Adjust raw text extraction from docutils documents (#33)

The previous version of this code relied on the Text.rawsource attribute
to obtain the raw, original version of the translated texts contained in
.po files. This attribute however was removed in docutils 0.18, and thus
a different way of obtaining this information was needed.

(Note that this attribute removal was planned, but not for this release
yet: it's currently listed not in 0.18's list of changes, but under
"Future changes". https://sourceforge.net/p/docutils/bugs/437/ has been
opened to get this eventually clarified)

The commit that removed the Text.rawsource mentioned that the data fed
into the Text elements was already the raw source, hence there was no
need to keep a separate attribute.

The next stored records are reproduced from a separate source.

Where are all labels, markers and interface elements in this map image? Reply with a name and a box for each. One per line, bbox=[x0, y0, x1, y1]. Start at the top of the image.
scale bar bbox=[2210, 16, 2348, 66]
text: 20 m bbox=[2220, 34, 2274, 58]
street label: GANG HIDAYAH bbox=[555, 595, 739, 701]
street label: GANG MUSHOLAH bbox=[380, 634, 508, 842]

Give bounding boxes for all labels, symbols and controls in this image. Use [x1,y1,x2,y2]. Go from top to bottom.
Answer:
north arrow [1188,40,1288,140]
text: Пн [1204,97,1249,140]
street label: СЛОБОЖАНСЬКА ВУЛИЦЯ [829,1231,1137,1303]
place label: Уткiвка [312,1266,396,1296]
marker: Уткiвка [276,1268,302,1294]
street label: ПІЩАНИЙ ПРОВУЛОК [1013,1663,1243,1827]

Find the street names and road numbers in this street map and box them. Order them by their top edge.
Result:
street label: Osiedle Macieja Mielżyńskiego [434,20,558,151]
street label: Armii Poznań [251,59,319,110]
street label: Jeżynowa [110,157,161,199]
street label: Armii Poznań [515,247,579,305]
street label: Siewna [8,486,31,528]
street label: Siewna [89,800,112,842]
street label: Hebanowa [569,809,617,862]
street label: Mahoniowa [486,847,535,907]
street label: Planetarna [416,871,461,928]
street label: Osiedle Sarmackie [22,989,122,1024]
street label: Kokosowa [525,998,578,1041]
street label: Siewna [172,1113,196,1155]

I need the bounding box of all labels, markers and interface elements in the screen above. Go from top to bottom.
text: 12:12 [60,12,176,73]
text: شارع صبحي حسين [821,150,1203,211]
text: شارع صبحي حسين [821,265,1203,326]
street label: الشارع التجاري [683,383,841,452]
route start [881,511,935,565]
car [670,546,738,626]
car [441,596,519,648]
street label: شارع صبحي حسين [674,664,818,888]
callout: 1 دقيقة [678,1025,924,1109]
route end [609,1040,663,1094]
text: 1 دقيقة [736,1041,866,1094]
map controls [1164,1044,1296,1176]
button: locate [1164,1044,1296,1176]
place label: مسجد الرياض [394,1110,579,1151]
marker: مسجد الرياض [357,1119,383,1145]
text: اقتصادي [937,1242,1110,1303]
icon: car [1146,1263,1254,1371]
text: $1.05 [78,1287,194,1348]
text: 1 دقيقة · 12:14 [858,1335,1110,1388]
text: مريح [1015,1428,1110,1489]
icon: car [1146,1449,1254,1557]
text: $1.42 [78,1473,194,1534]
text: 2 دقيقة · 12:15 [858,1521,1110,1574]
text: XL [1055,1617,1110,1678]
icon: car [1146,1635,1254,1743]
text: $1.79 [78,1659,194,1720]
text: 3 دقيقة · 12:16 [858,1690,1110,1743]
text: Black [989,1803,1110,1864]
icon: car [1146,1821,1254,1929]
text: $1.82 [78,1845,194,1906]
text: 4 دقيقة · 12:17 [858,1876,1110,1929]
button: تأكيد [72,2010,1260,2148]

Text objects derive from str, so we
can directly add them to the list of strings where NodeToTextVisitor
builds the original text, with the caveat that it needs to have
backslashes restored (they are encoded as null bytes after parsing,
apparently).

The other side-effect of using the Text objects directly instead of the
Text.rawsoource attribute is that now we get more of them. The document
resulting from docutils' parsing can contain system_message elements
with debugging information from the parsing process, such as warnings.
These are Text elements with no rawsource, but with actual text, so we
need to skip them. In the same spirit, citation_references and
substitution_references need to be ignored as well.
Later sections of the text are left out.